Background: Escherichia coli beta-hydroxydecanoyl thiol ester dehydrase (dehydrase) is essential to the biosynthesis of unsaturated fatty acids, by shunting a 10-carbon intermediate from the saturated fatty acid pathway into the unsaturated fatty acid pathway. Dehydrase catalyzes reactions of dehydration and of double-bond isomerization on 10-carbon thiol esters of acyl carrier protein (ACP). The aim of this work is to elucidate mechanisms for the two enzymatic reactions, which occur in an unusual bifunctional active site, and to understand the specificity of the enzyme for substrates with 10-carbon fatty acyl chains.
Results: Crystal structures at 2.0 A resolution for free dehydrase and for the enzyme modified by its classic, mechanism-based inactivator, 3-decynoyl-N-acetylcysteamine, have been determined. Dehydrase is a symmetric dimer with an unusual alpha+beta 'hot dog' fold. Each of the two independent active sites is located between the two subunits of the enzyme, and is a tunnel-shaped pocket completely isolated from the general solvent.

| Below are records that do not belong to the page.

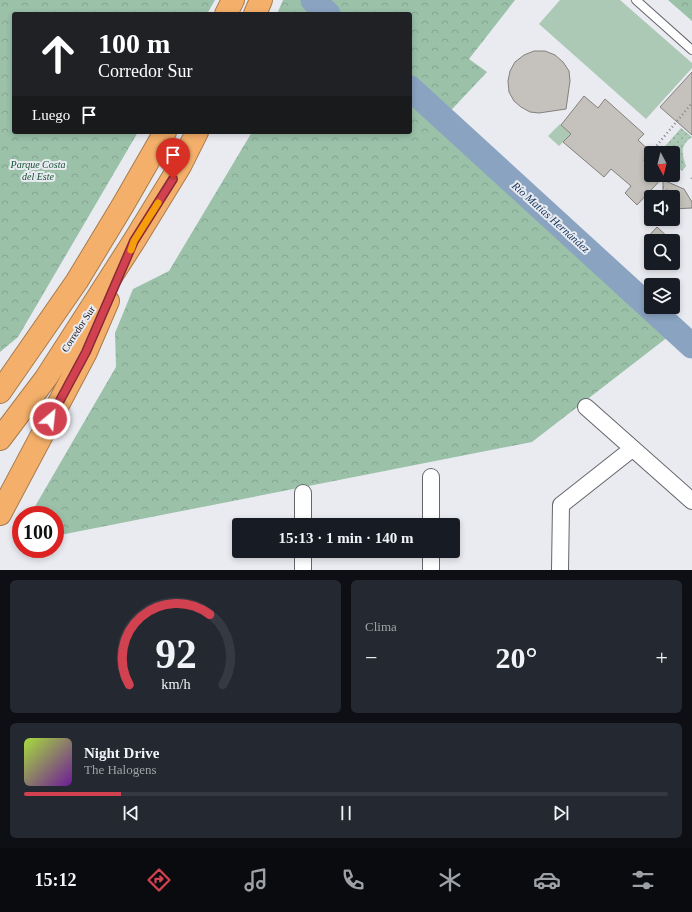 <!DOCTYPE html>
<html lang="es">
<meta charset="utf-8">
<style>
body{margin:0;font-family:Georgia,serif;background:#242831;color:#f1f3f6;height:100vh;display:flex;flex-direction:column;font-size:15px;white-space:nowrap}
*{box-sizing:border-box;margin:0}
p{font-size:13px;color:#9ea1a6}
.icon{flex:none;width:22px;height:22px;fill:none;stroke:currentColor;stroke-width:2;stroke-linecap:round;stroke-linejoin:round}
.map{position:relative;height:570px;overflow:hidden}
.panel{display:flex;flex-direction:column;gap:10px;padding:10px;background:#0d0f14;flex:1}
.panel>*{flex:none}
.hud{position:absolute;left:12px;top:12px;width:400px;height:122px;border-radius:4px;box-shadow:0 2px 6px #0003;background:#202124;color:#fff;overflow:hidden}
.needle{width:26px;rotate:173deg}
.fabs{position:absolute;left:644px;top:146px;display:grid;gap:8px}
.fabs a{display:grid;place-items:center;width:36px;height:36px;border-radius:4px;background:#171b24;box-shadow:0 2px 6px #0003;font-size:20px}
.speed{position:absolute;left:12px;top:506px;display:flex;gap:8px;font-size:20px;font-weight:700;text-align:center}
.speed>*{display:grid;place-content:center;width:52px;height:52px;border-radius:50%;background:#171b24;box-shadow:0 2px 6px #0003;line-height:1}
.speed .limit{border:6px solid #d22;background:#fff;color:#111}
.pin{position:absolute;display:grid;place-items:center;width:34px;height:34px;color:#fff;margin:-41px -17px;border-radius:50% 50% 50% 0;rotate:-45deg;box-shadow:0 0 4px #0007}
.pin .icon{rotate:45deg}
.me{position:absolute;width:44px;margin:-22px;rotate:28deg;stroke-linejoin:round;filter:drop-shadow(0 0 3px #0008)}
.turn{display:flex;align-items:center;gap:14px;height:84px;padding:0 20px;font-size:18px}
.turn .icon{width:52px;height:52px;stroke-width:2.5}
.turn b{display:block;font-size:28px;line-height:34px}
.then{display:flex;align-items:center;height:38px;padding:0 20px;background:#0003;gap:8px;font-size:15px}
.big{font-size:30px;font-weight:600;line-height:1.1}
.panel .widget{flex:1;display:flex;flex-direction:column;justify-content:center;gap:6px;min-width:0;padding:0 14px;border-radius:6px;background:#242831}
.panel .dial{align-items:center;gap:0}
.dial svg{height:104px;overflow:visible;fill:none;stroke:#363941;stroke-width:7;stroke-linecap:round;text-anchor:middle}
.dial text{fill:#f1f3f6;stroke:none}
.song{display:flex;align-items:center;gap:12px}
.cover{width:48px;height:48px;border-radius:6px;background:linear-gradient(135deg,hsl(80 70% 55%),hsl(280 70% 35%))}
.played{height:4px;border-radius:2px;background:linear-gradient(90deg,#d14150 15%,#363941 15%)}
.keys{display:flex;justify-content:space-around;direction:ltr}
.heat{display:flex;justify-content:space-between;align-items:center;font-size:22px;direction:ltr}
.panel .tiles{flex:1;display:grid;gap:10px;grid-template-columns:1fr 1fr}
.widget:last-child{grid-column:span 2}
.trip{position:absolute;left:232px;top:518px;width:228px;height:40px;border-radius:4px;background:#171b24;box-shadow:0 2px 6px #0003;font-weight:600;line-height:40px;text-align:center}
.tabs{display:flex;height:64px;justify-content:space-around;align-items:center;background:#090b0e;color:#9ea1a6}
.tabs .icon{width:28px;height:28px}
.tabs .active{color:#d14150}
.tabs b{font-size:18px;color:#f1f3f6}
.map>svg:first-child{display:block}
.forest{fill:url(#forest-crowns)}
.park{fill:url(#park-dots)}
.garden{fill:#acc9b6}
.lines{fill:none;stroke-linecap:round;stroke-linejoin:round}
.river{stroke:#8aa3c1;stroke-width:25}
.building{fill:#c5c1bc;stroke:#84807c}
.lane-casing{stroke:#64666b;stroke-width:10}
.street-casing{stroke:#64666b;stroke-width:18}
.highway-casing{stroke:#a77b4e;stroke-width:24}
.path{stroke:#85878b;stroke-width:2.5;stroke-dasharray:1 3;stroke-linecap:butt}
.lane{stroke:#fff;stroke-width:8}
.street{stroke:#fff;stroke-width:16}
.highway{stroke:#f4b06a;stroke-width:22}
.route-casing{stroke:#882a34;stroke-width:10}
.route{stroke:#d14150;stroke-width:7}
.slow{stroke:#f59e0b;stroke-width:7}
.labels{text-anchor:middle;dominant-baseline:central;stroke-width:4;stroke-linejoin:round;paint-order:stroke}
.park-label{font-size:10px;font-style:italic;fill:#145233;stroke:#e9ebf1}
.street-label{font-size:10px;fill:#18191b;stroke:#e9ebf1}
.water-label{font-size:11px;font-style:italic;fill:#0b3058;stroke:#e9ebf1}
</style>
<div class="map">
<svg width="692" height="570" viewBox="0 0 692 570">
<defs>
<pattern id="forest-crowns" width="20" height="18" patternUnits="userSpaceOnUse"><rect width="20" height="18" fill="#9bc1a9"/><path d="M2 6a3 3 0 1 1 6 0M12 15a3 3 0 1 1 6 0" fill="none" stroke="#85a591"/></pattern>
<pattern id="park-dots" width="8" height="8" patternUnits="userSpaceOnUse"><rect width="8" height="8" fill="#acc9b6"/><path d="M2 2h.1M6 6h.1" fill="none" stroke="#93ac9c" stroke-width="1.8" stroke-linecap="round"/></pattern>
</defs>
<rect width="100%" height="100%" fill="#e9ebf1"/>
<path class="forest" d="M0,0H215L207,14H14V132H138L18,337L0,352Z
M283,0H515L469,59L487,72L441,121L673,333L532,442L55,536V515H30L116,367L115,333L133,289L169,271L252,132H410V14H277Z
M668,0H692V21Z"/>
<path class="park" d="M681,128L692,137C690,139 686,141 685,144C680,150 684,160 686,166L682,171L673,163V153H662L660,152Z"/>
<path class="garden" d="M560,0H620L692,63V68L646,119L539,24Z
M560,124L571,134L559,146L548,136Z"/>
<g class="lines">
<path class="river" d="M313,0L328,14
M410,88L692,346"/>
</g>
<path class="building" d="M534,51H545L555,55L563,62L569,71L570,81L566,109L539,113L530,112L521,107L514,101L509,92L508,81L510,71L515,62L524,55Z
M692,72V135L660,107Z
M584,96L598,108L605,99L644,134L638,140L651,152V175H665L637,205L625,193L631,186L611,169L604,177L563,142L571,134L561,125Z
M663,180L684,189L692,202V208L673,209V197H663Z
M657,227L672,241H644Z"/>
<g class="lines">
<defs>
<path id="lane" d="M636,0L692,50"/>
<path id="street" d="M586,407L692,501
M303,525V493
M431,525V477
M303,570V551
M431,570V551
M560,570L561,505L632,449"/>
<path id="highway" d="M226,14L233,0
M255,14L261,0
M0,392L77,281L123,205L165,132
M0,439L46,378L134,241L180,166L197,132
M0,514L86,352L108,301"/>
</defs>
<use href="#lane" class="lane-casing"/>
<use href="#street" class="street-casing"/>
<use href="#highway" class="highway-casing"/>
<path class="path" d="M644,161L692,103
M692,178L691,180H692
M663,187L667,189"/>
<use href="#lane" class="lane"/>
<use href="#street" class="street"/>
<use href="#highway" class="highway"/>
</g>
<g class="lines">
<defs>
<path id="route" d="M50,419L86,352L134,241L173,179"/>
</defs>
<use href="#route" class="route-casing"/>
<use href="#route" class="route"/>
<path class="slow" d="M131,250L134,241L158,203"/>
</g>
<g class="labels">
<g class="park-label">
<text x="38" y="164">Parque Costa<tspan x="38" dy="12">del Este</tspan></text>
</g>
<g class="street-label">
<text transform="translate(78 329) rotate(-57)">Corredor Sur</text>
</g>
<g class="water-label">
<text transform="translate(551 217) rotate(42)">Río Matías Hernández</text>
</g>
</g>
</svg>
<div class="fabs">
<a><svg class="needle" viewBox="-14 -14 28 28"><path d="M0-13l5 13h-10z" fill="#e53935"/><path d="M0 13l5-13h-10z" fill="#9ea1a6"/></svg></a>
<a><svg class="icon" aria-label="sound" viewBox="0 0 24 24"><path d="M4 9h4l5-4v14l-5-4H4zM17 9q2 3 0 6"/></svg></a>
<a><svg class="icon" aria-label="search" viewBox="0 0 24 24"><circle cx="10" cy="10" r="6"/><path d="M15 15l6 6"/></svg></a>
<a><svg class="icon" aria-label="layers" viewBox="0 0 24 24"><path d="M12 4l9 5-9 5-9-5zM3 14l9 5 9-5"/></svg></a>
</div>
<div class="speed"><div class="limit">100</div></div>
<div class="pin" style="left:173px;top:179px;background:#d93025"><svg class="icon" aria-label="arrive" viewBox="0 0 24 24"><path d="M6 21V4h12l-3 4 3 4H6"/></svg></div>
<svg class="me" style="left:50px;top:419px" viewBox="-20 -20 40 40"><circle r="17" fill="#d14150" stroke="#fff" stroke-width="3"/><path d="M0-11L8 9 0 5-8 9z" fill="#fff"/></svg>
<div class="trip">15:13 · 1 min · 140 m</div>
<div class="hud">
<div class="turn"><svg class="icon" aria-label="ahead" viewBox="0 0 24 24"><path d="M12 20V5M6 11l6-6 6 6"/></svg><div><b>100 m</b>Corredor Sur</div></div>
<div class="then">Luego<svg class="icon" aria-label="arrive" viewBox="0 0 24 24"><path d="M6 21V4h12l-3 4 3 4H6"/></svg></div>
</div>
</div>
<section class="panel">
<div class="tiles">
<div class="widget dial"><svg viewBox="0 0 100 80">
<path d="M14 69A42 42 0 1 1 86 69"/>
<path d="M14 69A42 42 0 0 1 76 15" stroke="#d14150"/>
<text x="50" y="56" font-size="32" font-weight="700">92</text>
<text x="50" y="72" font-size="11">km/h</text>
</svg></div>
<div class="widget"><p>Clima</p>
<div class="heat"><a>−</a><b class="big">20°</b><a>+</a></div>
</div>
<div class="widget">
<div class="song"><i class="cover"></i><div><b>Night Drive</b><p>The Halogens</p></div></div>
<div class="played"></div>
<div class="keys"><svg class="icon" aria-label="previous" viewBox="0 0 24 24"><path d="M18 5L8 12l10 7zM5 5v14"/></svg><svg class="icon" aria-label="pause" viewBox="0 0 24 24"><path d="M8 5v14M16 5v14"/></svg><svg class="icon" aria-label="next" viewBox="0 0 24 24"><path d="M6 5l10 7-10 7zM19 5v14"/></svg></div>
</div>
</div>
</section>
<nav class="tabs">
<b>15:12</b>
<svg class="icon active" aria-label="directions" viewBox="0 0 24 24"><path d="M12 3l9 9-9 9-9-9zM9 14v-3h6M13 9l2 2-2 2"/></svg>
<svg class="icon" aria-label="music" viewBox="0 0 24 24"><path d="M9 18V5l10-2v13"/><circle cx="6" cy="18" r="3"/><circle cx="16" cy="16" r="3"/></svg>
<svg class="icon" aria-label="phone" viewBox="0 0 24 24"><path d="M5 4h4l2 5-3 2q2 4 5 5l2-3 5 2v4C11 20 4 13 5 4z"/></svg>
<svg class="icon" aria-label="climate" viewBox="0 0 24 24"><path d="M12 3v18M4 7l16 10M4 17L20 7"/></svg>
<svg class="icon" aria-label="car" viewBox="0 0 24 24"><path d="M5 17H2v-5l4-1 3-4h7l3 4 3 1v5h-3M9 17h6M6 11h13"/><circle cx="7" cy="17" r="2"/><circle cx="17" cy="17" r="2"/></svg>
<svg class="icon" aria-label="filters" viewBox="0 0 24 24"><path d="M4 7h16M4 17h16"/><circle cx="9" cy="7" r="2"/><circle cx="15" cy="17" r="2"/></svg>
</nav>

Side chains of histidine from one subunit and aspartic acid from the other are the only potentially reactive protein groups in the active site.
Conclusion: A two-base mechanism by which the histidine and aspartic acid together catalyze dehydration and isomerization reactions is consistent with the active-site structure. The unique topology of the protein fold and the identification of the active-site components reveal features of predictive value for another enzyme, FabZ, which may be the non-specific dehydratase involved in elongation of fatty acyl chains. A positively charged area surrounding the entrance to the active site, which could interact with the negatively charged ACP, was also found.